3. A method for digitally varying the speed of a speech signal without measuring or substantially varying the pitch of the speech signal, said method comprising the steps of:

splitting at least a portion of the speech frequency bandwidth of said speech signal into a plurality of consecutive narrow sub-band signals;

processing each of said sub-band signals to derive therefrom phase samples and magnitude samples representative of the subband signal contents expressed in polar coordinates;

speed varying said sub-band signals by repeating phase and magnitude samples or deleting samples therefrom at a rate depending upon the desired slowing-down or speeding-up rate respectively;

recombining each of said speed varied sub-band phase and magnitude samples into a speed varied sub-band signal; and

recombining said recombined speed varied sub-band signals into recombined speech, whereby said recombined speech is a speed varied version of said speech signal having substantially the same pitch as said speech signal.
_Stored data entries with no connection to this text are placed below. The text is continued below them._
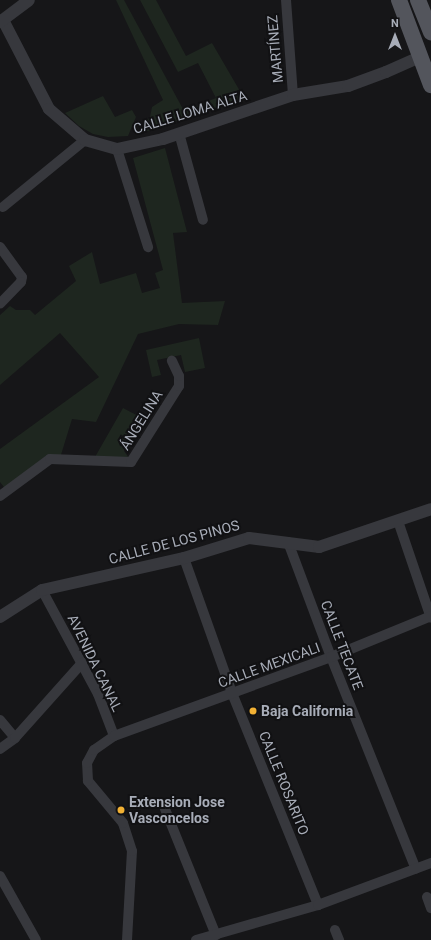 <!DOCTYPE html>
<meta charset="utf-8">
<style>
body{margin:0}
#map{position:relative;width:431px;height:940px;overflow:hidden;background:#161618;font-family:Roboto,sans-serif}
div>[style]{position:absolute}
.green>*{inset:0;background:#1e261f}
.minor>*{height:10px;margin:-5px;padding:0 5px;transform-origin:5px;border-radius:5px;background:#37383d}
.tertiary>*{height:12px;margin:-6px;padding:0 6px;transform-origin:6px;border-radius:6px;background:#37383d}
.primary>*{height:16px;margin:-8px;padding:0 8px;transform-origin:8px;border-radius:8px;background:#53555c}
.dots>*{width:11px;height:11px;translate:-50% -50%;box-sizing:border-box;border:2px solid #111113;border-radius:50%}
span{translate:-50% -50%;white-space:nowrap;text-align:center;line-height:1.15;-webkit-text-stroke:4px #111113;paint-order:stroke}
.street-label{font-size:14px;color:#a8adb8}
.poi-label{font-size:14px;color:#a8adb8;font-weight:700}
.left{translate:0 -50%;text-align:left}
.north{position:absolute;left:375px;top:16px;width:40px;height:40px;-webkit-text-stroke:3px #111113;paint-order:stroke;rotate:0deg;font-size:11px;font-weight:700;line-height:16px;text-align:center;color:#a8adb8}
.north::after{content:'';display:block;margin:auto;width:14px;height:18px;background:#a8adb8;clip-path:polygon(50% 0,100% 100%,50% 72%,0 100%)}
</style>
<div id="map">
<div class="green">
<i style="clip-path:polygon(116px 0,124px 0,184px 111px,216px 98px,198px 63px,178px 72px,140px 0,156px 0,186px 56px,212px 43px,244px 98px,145px 132px,143px 125px,150px 117px,152px 107px,163px 100px)"></i>
<i style="clip-path:polygon(103px 96px,115px 117px,132px 110px,136px 117px,128px 136px,108px 137px,93px 134px,79px 126px,65px 113px)"></i>
<i style="clip-path:polygon(165px 148px,187px 232px,173px 233px,182px 303px,225px 301px,218px 325px,179px 324px,138px 334px,96px 422px,72px 419px,60px 458px,7px 491px,0 482px,0 449px,99px 377px,60px 333px,0 385px,0 315px,10px 306px,16px 310px,30px 310px,35px 315px,76px 281px,69px 266px,92px 252px,100px 284px,136px 273px,142px 293px,160px 288px,155px 273px,163px 270px,133px 158px)"></i>
<i style="clip-path:polygon(199px 338px,205px 368px,185px 372px,181px 355px,157px 360px,161px 375px,152px 377px,146px 350px)"></i>
<i style="clip-path:polygon(123px 408px,144px 419px,124px 451px,129px 458px,95px 457px)"></i>
</div>
<div class="minor">
<i style="left:286px;top:0;width:95px;rotate:85.8deg"></i>
<i style="left:179px;top:133px;width:90px;rotate:74.6deg"></i>
<i style="left:117px;top:149px;width:103px;rotate:72.4deg"></i>
<i style="left:3px;top:207px;width:106px;rotate:-39.3deg"></i>
<i style="left:0;top:247px;width:37px;rotate:54deg"></i>
<i style="left:22px;top:277px;width:5px;rotate:101deg"></i>
<i style="left:21px;top:282px;width:30px;rotate:134deg"></i>
<i style="left:0;top:496px;width:62px;rotate:-36.5deg"></i>
<i style="left:50px;top:459px;width:81px;rotate:2.1deg"></i>
<i style="left:131px;top:462px;width:90px;rotate:-57.7deg"></i>
<i style="left:179px;top:386px;width:10px;rotate:-90deg"></i>
<i style="left:179px;top:376px;width:17px;rotate:-115deg"></i>
<i style="left:398px;top:521px;width:102px;rotate:71.2deg"></i>
<i style="left:288px;top:542px;width:123px;rotate:69.5deg"></i>
<i style="left:331px;top:657px;width:228px;rotate:68.2deg"></i>
<i style="left:184px;top:558px;width:143px;rotate:70.4deg"></i>
<i style="left:232px;top:693px;width:229px;rotate:67.9deg"></i>
<i style="left:42px;top:590px;width:118px;rotate:61.7deg"></i>
<i style="left:98px;top:694px;width:45px;rotate:69.1deg"></i>
<i style="left:0;top:720px;width:23px;rotate:50deg"></i>
<i style="left:0;top:749px;width:19px;rotate:-36deg"></i>
<i style="left:15px;top:738px;width:101px;rotate:-48.2deg"></i>
<i style="left:165px;top:809px;width:136px;rotate:68deg"></i>
<i style="left:0;top:876px;width:73px;rotate:60.6deg"></i>
<i style="left:427px;top:897px;width:12px;rotate:70deg"></i>
<i style="left:335px;top:930px;width:11px;rotate:68deg"></i>
<i style="left:127px;top:940px;width:89px;rotate:-86.8deg"></i>
<i style="left:132px;top:851px;width:29px;rotate:-108deg"></i>
<i style="left:123px;top:823px;width:55px;rotate:-129.8deg"></i>
<i style="left:88px;top:781px;width:18px;rotate:-93deg"></i>
<i style="left:87px;top:763px;width:15px;rotate:-62deg"></i>
<i style="left:94px;top:750px;width:24px;rotate:-35deg"></i>
<i style="left:114px;top:736px;width:231px;rotate:-20deg"></i>
<i style="left:331px;top:657px;width:108px;rotate:-22.3deg"></i>
<i style="left:196px;top:940px;width:127px;rotate:-16deg"></i>
<i style="left:318px;top:905px;width:121px;rotate:-20.4deg"></i>
</div>
<div class="tertiary">
<i style="left:3px;top:20px;width:100px;rotate:62.7deg"></i>
<i style="left:49px;top:109px;width:48px;rotate:40.7deg"></i>
<i style="left:85px;top:140px;width:33px;rotate:16deg"></i>
<i style="left:117px;top:149px;width:47px;rotate:-12.3deg"></i>
<i style="left:163px;top:139px;width:137px;rotate:-18.7deg"></i>
<i style="left:293px;top:95px;width:56px;rotate:-9.3deg"></i>
<i style="left:348px;top:86px;width:40px;rotate:-20.2deg"></i>
<i style="left:386px;top:72px;width:37px;rotate:-24deg"></i>
<i style="left:0;top:22px;width:36px;rotate:-37deg"></i>
<i style="left:0;top:617px;width:50px;rotate:-32.7deg"></i>
<i style="left:42px;top:590px;width:146px;rotate:-12.7deg"></i>
<i style="left:184px;top:558px;width:68px;rotate:-17.1deg"></i>
<i style="left:249px;top:538px;width:71px;rotate:7.3deg"></i>
<i style="left:319px;top:547px;width:118px;rotate:-18.7deg"></i>
</div>
<div class="primary">
<i style="left:399px;top:0;width:91px;rotate:69.4deg"></i>
<i style="left:418px;top:0;width:35px;rotate:68deg"></i>
</div>
<div class="dots">
<i style="left:253px;top:711px;background:#f2b134"></i>
<i style="left:121px;top:810px;background:#f2b134"></i>
</div>
<div class="street-label">
<span style="left:275px;top:49px;rotate:-95deg">MARTÍNEZ</span>
<span style="left:190px;top:112px;rotate:-17deg">CALLE LOMA ALTA</span>
<span style="left:141px;top:420px;rotate:-58deg">ÁNGELINA</span>
<span style="left:174px;top:542px;rotate:-15deg">CALLE DE LOS PINOS</span>
<span style="left:342px;top:645px;rotate:69deg">CALLE TECATE</span>
<span style="left:95px;top:663px;rotate:64deg">AVENIDA CANAL</span>
<span style="left:269px;top:665px;rotate:-20deg">CALLE MEXICALI</span>
<span style="left:284px;top:783px;rotate:68deg">CALLE ROSARITO</span>
</div>
<div class="poi-label">
<span class="left" style="left:261px;top:711px">Baja California</span>
<span class="left" style="left:129px;top:810px">Extension Jose<br>Vasconcelos</span>
</div>
<div class="north">N</div>
</div>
4. The method according to claim 3 wherein said sub-band processing to derive phase and magnitude samples includes:

deriving from each of said sub-band signals an analytical signal consisting of an in-phase component and a quadrature component through use of complex quadrature mirror filtering techniques;

sampling-down said analytical signal by dropping every other sample from said in-phase and quadrature components; and, converting said sampled down analytical signal into phase and magnitude samples.

5. A method according to claim 3 wherein said sub-band signal is sped-up at a rate K/K-1, with K being an integer having a value greater than 1, including dropping one out of K magnitude samples; and dropping one out of K phase samples.

6. The method according to claim 3 wherein said sub-band signal is slowed down at a rate K/K+1, with K being an integer having a value grater than 0, including computing a phase sample and repeating said computed phase sample and one magnitude sample every K samples.

7. The method according to claim 3 wherein said portion of the speech frequency and width is limited to the speech signal base-band.

8. An apparatus for speed varying a speech signal sampled at frequency fs, characterized in that it includes:

coordinate converting means connected to said second down sampling means for converting said analytical signal into magnitude component M(i,n) samples and phase component P(i,n) samples, with i=1, . . ., N being the sub-band index and n being the time index;

speed variation means connected to said coordinate converting means for deleting or repeating samples of said magnitude component M(i,n) and said phase component P(i,n) at a rate depending upon the desired speech rate variation whereby M'(i,n) data are generated from said magnitude component M(i,n) and P'(i,n) data are generated from said phase component P(i,n); said speed variation means further including:

means for generating a sequence of magnitude signal components M(n) for each sub-band of said magnitude component M(i,n);

means for generating a sequence of phase signal components P(n) for each sub-band of said phase component P(i,n);

means for speeding up said speech signal at a rate K/K-1 K being a predetermined integer having a value greater than 1, including, for each sub-band:

means for converting the sequence of magnitude signal components M(n) into a speeded-up M'(n) by deleting every Kth M(n) sample;

means for generating a phase increment component sequence D(n) according to

D(n)=P(n)-P(n-1)

means for converting the D(n) component sequence into D'(n) by deleting every Kth sample from D(n); and,

means for generating a speeded-up phase sequence

P'(n) with:

P'(n)=P'(n-1)+D'(n)

means for slowing down the speech signal at a rate K/K+1 K being a predetermined integer having a value greater than 0, including for each sub-band:

means for converting the sequence of magnitude signal components M(n) into a slowed-down sequence M'(n) by repeating every Kth M(n) sample;

means for generating a phase increment component sequence D(n) according to

D(n)=P(n)-P(n-1)

means for converting the D(n) component sequence into D'(n) by duplicating every Kth sample and;

means for generating a slowed-down phase sequence

P'(n) with:

P'(n)=P'(n-1)+D'(n)

an inverse QMF filter bank connected to the output of said ICQMF means for providing a speed varied speech signal s'(n).